頭は、「市川伯瑛(いちかわはくえい)」か「藤澤瑞馨(ふじさわずいけい)」のどちらかとなります。
 ※工房松寿だけの専用頭であるため同じお顔の人形は他社ではつくれません。
松寿の着せ付けは、専門的に言うと「強装束(こわしょうぞく)」いい、強張った直線的な姿・出で立ちであり生地の強さや糊のきかせ具合によって表現するタイプです。
この「有職雛」に準ずる風合いこそが、玄人が好む味わいとなっています。

厳密な品質管理・商品管理

百貨店のくだりでも説明しましたが、品質管理の高さこそが人気を支えています。
小売店に納品された状態を見比べると、どのメーカーよりも綺麗に整頓された美しい状態で納品されます。
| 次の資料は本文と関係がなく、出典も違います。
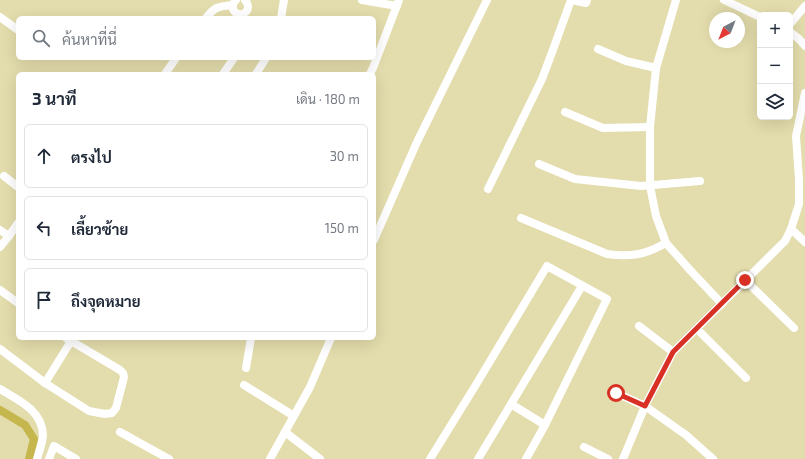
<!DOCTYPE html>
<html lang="th">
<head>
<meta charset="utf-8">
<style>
  body { margin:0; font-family:"Exo 2",Sarabun,sans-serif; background:#f2f2f3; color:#1f2937 }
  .controls { position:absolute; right:12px; top:12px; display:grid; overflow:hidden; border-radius:6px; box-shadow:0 4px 16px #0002 }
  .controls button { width:36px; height:36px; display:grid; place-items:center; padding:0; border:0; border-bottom:1px solid #e0e1e3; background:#fff; color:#1f2937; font:20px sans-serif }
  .compass { position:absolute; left:709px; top:12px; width:36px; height:36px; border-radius:50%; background:#fff; box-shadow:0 4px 16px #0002; rotate:222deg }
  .stop { position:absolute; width:12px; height:12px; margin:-9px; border:3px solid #d93025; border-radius:50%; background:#fff }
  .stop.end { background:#d93025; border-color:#fff; box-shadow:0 1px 4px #0008 }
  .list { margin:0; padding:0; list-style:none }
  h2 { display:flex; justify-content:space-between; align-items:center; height:52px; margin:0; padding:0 16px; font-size:17px }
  h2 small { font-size:13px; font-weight:400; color:#747a83 }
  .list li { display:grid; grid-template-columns:26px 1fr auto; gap:12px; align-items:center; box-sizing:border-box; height:64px; margin:0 8px 8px; padding:0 8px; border:1px solid #e0e1e3; border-radius:6px }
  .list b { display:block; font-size:15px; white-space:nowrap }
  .list em { font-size:13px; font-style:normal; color:#747a83 }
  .icon { flex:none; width:22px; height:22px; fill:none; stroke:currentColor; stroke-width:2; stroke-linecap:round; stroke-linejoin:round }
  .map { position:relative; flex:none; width:805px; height:459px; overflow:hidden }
  .search { position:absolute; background:#fff; box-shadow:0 4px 16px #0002; left:16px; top:16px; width:360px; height:44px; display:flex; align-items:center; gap:10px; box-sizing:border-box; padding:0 14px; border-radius:6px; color:#747a83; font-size:15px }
  .panel { position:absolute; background:#fff; box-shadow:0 4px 16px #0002; left:16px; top:72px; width:360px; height:268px; border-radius:6px }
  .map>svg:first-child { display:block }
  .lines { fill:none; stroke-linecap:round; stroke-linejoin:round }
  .canal { stroke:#c6b64e; stroke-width:8 }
  .minor { stroke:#fff; stroke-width:8 }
  .route { stroke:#d93025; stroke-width:5 }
</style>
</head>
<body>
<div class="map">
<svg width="805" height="459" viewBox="0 0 805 459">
  <rect width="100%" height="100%" fill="#e3dcac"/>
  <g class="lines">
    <path class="canal" d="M 0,410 L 25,425 L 34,439 L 29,459"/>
    <g class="minor">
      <path d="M 236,0 C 233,3 232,5 233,9 C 237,20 255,12 245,0"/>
      <path d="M 362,0 L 397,6"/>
      <path d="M 676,0 L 656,68 L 650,127 L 650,186 L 656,216 L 666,243 L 690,270 L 722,304"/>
      <path d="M 724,0 L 760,17"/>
      <path d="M 0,17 L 18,30"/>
      <path d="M 206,18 C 215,6 218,7 233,5"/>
      <path d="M 281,18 L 284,0"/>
      <path d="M 790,24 L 805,6"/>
      <path d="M 790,32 L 799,39 L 805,46"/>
      <path d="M 598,49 L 626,61 L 656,68"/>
      <path d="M 165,74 L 176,58"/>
      <path d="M 223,74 L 234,58"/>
      <path d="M 256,74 L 266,58"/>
      <path d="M 370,74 L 373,68 L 399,0"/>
      <path d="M 565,112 L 603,128 L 650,127"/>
      <path d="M 539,164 L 575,179 L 641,186 L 700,181"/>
      <path d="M 4,176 L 18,187"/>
      <path d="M 488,189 L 542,79 L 554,47 L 571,0 L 586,3 L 587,0"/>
      <path d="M 521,218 L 607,254 C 621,256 636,256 649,251 C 655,249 660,246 666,243"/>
      <path d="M 791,229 L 805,242"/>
      <path d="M 0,230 L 9,236"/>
      <path d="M 374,240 L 417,142 L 487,0"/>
      <path d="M 0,247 L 9,236 L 18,223"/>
      <path d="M 745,280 L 794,328"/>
      <path d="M 0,290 L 18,303"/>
      <path d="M 639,326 L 673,352"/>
      <path d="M 697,329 L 746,378"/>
      <path d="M 0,349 L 45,383 L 89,411 L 105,414 L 112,413 L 116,408 L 124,377 L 123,373 L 120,370 L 66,338"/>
      <path d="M 246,368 L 251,338"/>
      <path d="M 45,383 L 73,338"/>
      <path d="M 244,385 L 294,416"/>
      <path d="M 0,389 C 18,400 42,410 43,435 C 43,441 39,452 37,459"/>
      <path d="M 616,393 L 645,406 L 686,435 L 713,459"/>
      <path d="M 511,404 L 545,425"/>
      <path d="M 120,432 L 169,459"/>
      <path d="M 285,432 L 320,459"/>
      <path d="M 584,447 L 608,459"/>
      <path d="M 49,459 L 54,446 L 76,459"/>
      <path d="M 270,459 L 310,387 L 331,338"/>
      <path d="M 430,459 L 477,383 L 547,266 L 607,299 L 545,425 L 526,459"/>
      <path d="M 478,459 L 582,286"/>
      <path d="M 623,459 L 645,406 L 673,352 L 785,241 L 791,229 L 799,204 L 799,180 L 796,136 L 805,93"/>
    </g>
  </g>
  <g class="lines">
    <path class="route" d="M 616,393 L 645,406 L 673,352 L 745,280"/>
  </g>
</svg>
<div class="controls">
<button>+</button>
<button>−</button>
<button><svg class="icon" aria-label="layers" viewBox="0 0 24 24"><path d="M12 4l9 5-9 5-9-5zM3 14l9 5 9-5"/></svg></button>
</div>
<svg class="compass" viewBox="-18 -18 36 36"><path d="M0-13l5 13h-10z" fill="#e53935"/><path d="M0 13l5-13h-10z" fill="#747a83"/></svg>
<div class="stop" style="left:616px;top:393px"></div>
<div class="stop end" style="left:745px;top:280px"></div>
<div class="search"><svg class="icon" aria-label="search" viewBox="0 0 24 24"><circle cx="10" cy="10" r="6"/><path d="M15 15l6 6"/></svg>ค้นหาที่นี่</div>
<section class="panel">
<h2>3 นาที<small>เดิน · 180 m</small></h2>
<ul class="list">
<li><svg class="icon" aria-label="ahead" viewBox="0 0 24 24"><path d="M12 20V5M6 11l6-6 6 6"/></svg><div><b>ตรงไป</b></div><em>30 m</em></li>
<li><svg class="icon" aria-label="left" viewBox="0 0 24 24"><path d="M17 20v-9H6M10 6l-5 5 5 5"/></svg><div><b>เลี้ยวซ้าย</b></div><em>150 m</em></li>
<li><svg class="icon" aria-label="arrive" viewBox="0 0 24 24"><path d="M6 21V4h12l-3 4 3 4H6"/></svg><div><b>ถึงจุดหมาย</b></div></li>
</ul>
</section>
</div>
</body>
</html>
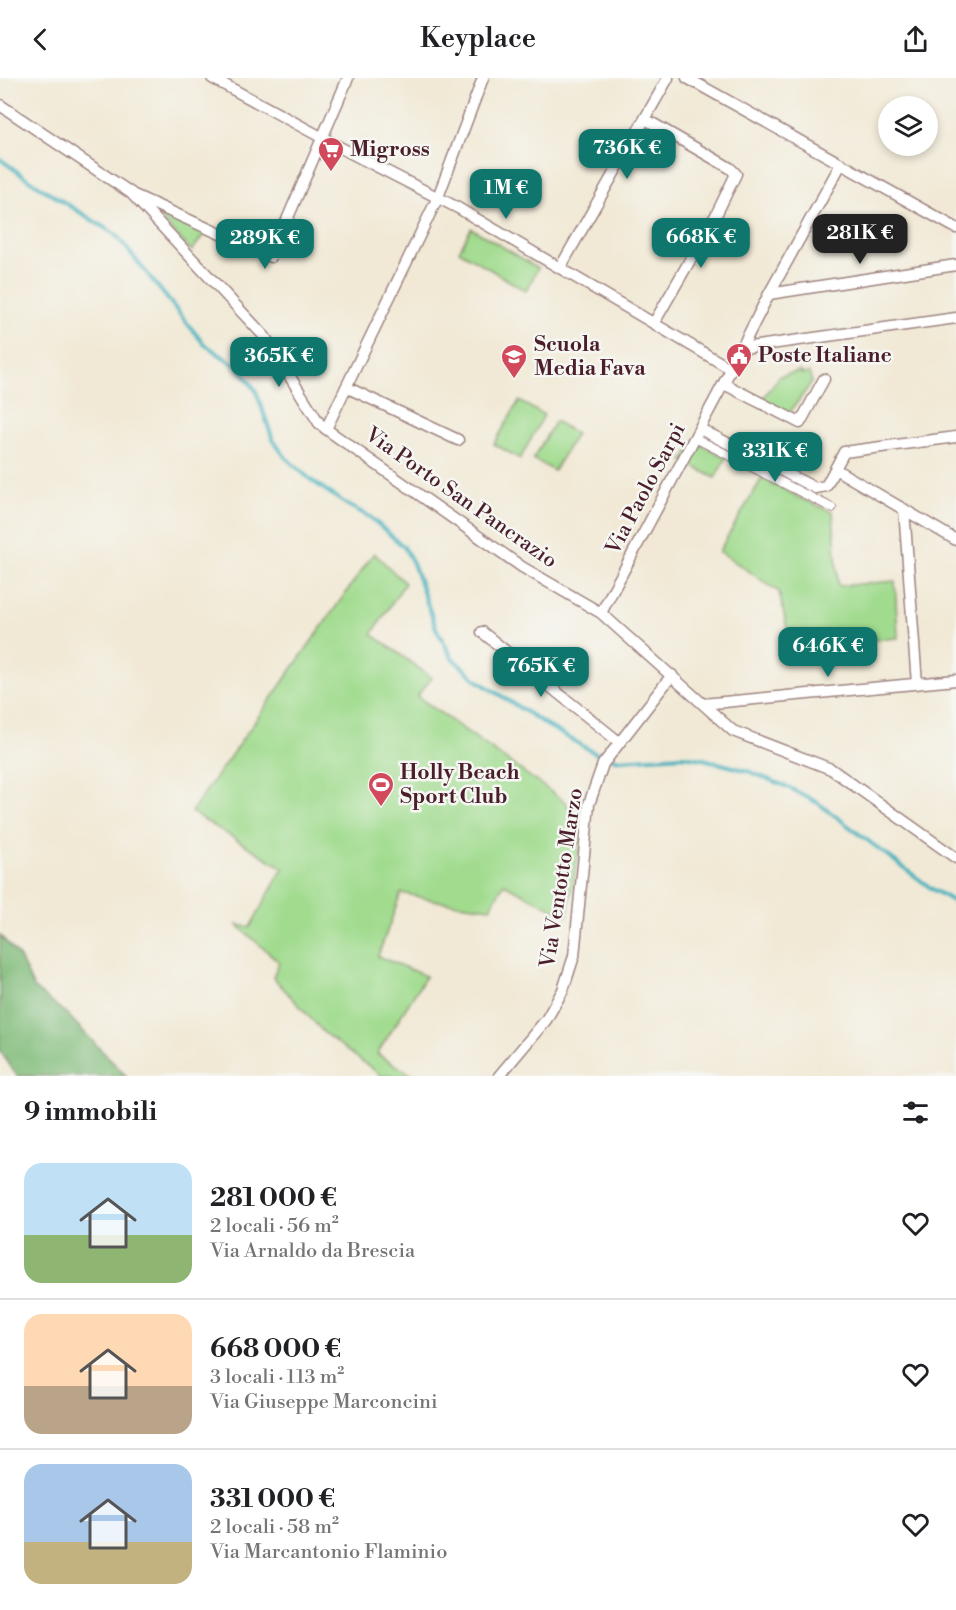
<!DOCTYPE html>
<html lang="it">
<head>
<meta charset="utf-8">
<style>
	:root { --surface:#fff; --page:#f6f6f6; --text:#202124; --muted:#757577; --line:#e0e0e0; --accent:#0f766e }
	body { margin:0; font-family:"Libre Bodoni",serif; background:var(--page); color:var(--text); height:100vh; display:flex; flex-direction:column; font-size:22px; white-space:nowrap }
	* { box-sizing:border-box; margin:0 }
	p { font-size:20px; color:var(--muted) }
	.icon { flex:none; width:33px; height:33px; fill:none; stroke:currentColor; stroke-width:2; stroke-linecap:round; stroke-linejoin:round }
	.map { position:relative; height:998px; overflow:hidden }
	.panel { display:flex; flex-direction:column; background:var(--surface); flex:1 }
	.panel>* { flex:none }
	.buttons { position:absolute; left:878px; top:18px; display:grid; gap:12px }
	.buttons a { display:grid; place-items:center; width:60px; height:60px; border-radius:50%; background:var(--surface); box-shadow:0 3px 9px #0003; font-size:30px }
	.price { position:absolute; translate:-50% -51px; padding:0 14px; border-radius:12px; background:var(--accent); color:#fff; font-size:20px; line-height:39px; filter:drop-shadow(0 2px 3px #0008) }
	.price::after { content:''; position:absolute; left:50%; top:36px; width:18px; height:14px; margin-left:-9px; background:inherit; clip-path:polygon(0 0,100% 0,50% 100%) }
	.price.on { background:#222; color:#fff }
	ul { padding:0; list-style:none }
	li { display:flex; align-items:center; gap:18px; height:150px; padding:0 24px }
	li+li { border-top:2px solid var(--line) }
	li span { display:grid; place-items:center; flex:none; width:168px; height:120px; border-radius:18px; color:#555 }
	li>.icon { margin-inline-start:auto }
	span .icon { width:72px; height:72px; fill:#fffc; stroke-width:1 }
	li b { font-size:26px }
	h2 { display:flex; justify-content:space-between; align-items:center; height:72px; padding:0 24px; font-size:26px }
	header { display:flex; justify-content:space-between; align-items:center; height:78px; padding:0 24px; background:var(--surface); font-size:27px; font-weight:600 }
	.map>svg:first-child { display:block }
	.green { fill:#a0db8e; stroke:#757d5c; stroke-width:1.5 }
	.forest { fill:#80bb79; stroke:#656d52; stroke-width:1.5 }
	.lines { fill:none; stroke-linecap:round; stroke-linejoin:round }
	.stream { stroke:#42b1be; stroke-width:4 }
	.pedestrian-casing { stroke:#9e8480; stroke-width:10 }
	.minor-casing { stroke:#9e8480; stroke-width:13 }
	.pedestrian { stroke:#fff; stroke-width:8 }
	.minor { stroke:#fff; stroke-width:10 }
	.labels { text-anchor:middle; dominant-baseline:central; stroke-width:5; stroke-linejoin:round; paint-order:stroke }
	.poi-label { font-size:21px; font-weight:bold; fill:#4a1f2b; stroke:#f6f6f2; text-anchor:start }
	.street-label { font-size:21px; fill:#4a1f2b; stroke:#f6f6f2 }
</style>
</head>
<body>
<header><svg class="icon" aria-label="back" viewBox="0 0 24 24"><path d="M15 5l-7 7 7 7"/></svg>Keyplace<svg class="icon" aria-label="share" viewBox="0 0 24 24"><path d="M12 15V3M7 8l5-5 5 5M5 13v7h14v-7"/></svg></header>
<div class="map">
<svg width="956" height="998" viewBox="0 0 956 998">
	<rect width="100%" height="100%" fill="#f6f6f2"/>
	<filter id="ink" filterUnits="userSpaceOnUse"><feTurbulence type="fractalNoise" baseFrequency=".0167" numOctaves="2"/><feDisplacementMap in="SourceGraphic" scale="12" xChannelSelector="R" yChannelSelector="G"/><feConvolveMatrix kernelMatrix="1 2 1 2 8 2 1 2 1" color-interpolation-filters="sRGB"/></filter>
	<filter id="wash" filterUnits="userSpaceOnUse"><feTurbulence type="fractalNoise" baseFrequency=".008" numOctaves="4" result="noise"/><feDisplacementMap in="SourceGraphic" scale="24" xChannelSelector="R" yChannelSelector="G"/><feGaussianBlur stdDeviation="1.35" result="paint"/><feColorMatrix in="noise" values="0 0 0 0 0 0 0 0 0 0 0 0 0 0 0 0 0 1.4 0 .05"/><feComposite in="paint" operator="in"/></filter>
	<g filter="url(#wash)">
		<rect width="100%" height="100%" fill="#f1e9d5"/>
		<path class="green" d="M155,131L207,152L192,173L153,132Z
			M471,150L538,190L526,213L459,173Z
			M801,293V296L809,295L812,304L788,337L760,324L780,298Z
			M519,323L544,337L520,381L494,366Z
			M555,343L576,356L554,393L533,381Z
			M694,363L726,380L715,400L683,383Z
			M762,400L804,422L833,434L838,508L895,503L898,560L791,568L779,514L719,473Z
			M374,475L405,505L372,556L432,600L417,618L564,723L584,747L567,838L504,806L490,830L443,824L401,815L378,878L426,898L377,976L414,998H382L324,955L273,899L279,884L237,847L250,849L283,790L191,734Z"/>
		<path class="forest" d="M0,857L20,880L34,910L67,936L126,998H17L0,973Z"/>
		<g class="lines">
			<path class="stream" d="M0,81L29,102L116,157L204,266L232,285L244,296L256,313L273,362L286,380L311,402L346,426L370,439L404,469L413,485L436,550L452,580L478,603L548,648L595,675L619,682L683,678L703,681L748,693L790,710L818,725L932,811L956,825"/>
		</g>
	</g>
	<g filter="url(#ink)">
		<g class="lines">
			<defs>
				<path id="pedestrian" d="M695,360L832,430"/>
				<path id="minor" d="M212,0L345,72L458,130L731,291
					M687,0L956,150
					M0,27L131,115L265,259L319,345L326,351L522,489L601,535L733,653L831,691L956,780
					M645,41L730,90L736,96L716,137L654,245
					M134,117L271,179L348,0
					M560,190L668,0
					M769,216L956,187
					M743,270L956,240
					M724,306L800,345L824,301
					M346,309L458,362
					M326,351L438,119L483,0
					M700,351L815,410L826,408L844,374L956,359
					M835,391L956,462
					M904,431L917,606
					M601,535L727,299L769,216L841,86
					M482,554L619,664
					M703,626L956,602
					M499,998L546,942L563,912L574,878L589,726L603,686L672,597"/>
			</defs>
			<use href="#pedestrian" class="pedestrian-casing"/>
			<use href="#minor" class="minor-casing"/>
			<use href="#pedestrian" class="pedestrian"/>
			<use href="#minor" class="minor"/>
		</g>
	</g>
	<defs>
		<symbol id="supermarket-pin" viewBox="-11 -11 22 30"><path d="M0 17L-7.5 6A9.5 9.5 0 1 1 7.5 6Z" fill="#d1495b" stroke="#f6f6f2"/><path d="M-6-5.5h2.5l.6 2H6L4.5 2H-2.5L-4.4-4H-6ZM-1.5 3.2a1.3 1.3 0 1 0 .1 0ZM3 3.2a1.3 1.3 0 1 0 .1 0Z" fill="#fff"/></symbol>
		<symbol id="civic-pin" viewBox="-11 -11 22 30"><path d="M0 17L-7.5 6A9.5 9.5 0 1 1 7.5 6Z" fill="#d1495b" stroke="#f6f6f2"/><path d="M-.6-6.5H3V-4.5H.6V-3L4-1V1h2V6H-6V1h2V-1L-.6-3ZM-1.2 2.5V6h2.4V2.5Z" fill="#fff"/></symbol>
		<symbol id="school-pin" viewBox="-11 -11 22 30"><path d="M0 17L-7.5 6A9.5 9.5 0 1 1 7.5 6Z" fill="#d1495b" stroke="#f6f6f2"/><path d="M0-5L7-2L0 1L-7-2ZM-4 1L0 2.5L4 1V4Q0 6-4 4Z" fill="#fff"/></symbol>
		<symbol id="stadium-pin" viewBox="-11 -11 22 30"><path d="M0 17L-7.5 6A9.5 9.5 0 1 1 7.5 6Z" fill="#d1495b" stroke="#f6f6f2"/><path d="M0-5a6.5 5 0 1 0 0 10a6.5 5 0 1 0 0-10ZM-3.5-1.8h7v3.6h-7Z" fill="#fff"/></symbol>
	</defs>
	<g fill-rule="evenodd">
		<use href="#supermarket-pin" x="316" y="57" width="30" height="40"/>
		<use href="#civic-pin" x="724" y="263" width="30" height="40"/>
		<use href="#school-pin" x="499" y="264" width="30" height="40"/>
		<use href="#stadium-pin" x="366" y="692" width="30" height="40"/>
	</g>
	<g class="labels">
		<g class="poi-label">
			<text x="350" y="72">Migross</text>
			<text x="534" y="267">Scuola<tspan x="534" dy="24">Media Fava</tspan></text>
			<text x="758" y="278">Poste Italiane</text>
			<text x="400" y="695">Holly Beach<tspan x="400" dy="24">Sport Club</tspan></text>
		</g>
		<g class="street-label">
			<text transform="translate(646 411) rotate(-62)">Via Paolo Sarpi</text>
			<text transform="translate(461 420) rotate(35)">Via Porto San Pancrazio</text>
			<text transform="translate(562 800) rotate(-81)">Via Ventotto Marzo</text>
		</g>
	</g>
</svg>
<div class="buttons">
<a><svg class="icon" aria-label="layers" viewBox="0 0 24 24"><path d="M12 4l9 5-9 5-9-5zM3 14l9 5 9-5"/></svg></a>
</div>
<b class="price" style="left:627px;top:102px">736K €</b>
<b class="price" style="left:506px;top:142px">1M €</b>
<b class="price on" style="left:860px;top:187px">281K €</b>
<b class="price" style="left:701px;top:191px">668K €</b>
<b class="price" style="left:265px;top:192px">289K €</b>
<b class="price" style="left:279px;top:310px">365K €</b>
<b class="price" style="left:775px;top:405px">331K €</b>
<b class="price" style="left:828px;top:600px">646K €</b>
<b class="price" style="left:541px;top:620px">765K €</b>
</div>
<section class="panel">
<h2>9 immobili<svg class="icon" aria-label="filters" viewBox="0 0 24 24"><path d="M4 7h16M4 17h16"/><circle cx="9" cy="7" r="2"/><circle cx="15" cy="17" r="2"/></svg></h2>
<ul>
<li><span style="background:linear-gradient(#bfe0f5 60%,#8fb573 0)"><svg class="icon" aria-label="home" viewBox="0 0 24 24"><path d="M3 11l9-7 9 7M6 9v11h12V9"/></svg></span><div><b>281 000 €</b><p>2 locali · 56 m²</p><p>Via Arnaldo da Brescia</p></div><svg class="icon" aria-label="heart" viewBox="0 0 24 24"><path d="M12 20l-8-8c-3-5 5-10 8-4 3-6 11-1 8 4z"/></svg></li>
<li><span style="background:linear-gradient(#ffd9b3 60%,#b9a48a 0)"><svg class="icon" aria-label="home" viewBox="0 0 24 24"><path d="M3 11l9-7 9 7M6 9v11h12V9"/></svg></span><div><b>668 000 €</b><p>3 locali · 113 m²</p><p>Via Giuseppe Marconcini</p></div><svg class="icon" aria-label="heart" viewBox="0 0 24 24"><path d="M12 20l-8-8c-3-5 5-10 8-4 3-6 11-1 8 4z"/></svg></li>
<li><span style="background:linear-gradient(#a9c7e8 65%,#c2b280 0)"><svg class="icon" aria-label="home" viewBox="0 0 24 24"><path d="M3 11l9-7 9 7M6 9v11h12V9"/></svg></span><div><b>331 000 €</b><p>2 locali · 58 m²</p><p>Via Marcantonio Flaminio</p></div><svg class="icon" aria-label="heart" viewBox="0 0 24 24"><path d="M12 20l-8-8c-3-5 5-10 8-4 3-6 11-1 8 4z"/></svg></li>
</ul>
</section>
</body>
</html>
通常、納品された雛人形は、お客様へ出荷する前に検品をします。
職人や工房から小売店に納品された状態というのは、そのままお客様へお届けできないメーカーも多いのです。
糸くずや髪の切れ端の混入や、頭の向きなどがあったり、梱包材(紙や空気パッキンなど)が少し変色していたりというところまで見ていくと小売店が集荷時に梱包しなおすことも多いのです。
しかし、工房松寿ではそのような心配や作業は全く必要ありません。素晴らしく梱包状態が美しいのです。
これにより各地の人形専門店も安心してお客様へ紹介することができるので、よりたくさん販売したくなるのです。

価格とのバランス

これまので様々な見えない努力=コストをかけているのにも関わらず、価格としては25~30万位のセットが多くなっています。
確かにハイクラスの価格帯ではあります。しかし、京都の作家を比較すると、品質に対する価格としてはとても安いと感じられ、それゆえに人気があると考えられます。

まとめ

品質管理の厳しさや、アフターフォローの丁寧さが際立っているため、販売店も小出松寿をおすすめする店も多くなっています。
これは言わずもがな、消費者目線で考えても安心できる作家という事です。
※「工房松寿・松よし人形」の人形の特徴については、別途詳しい記事にまとめたいと思います。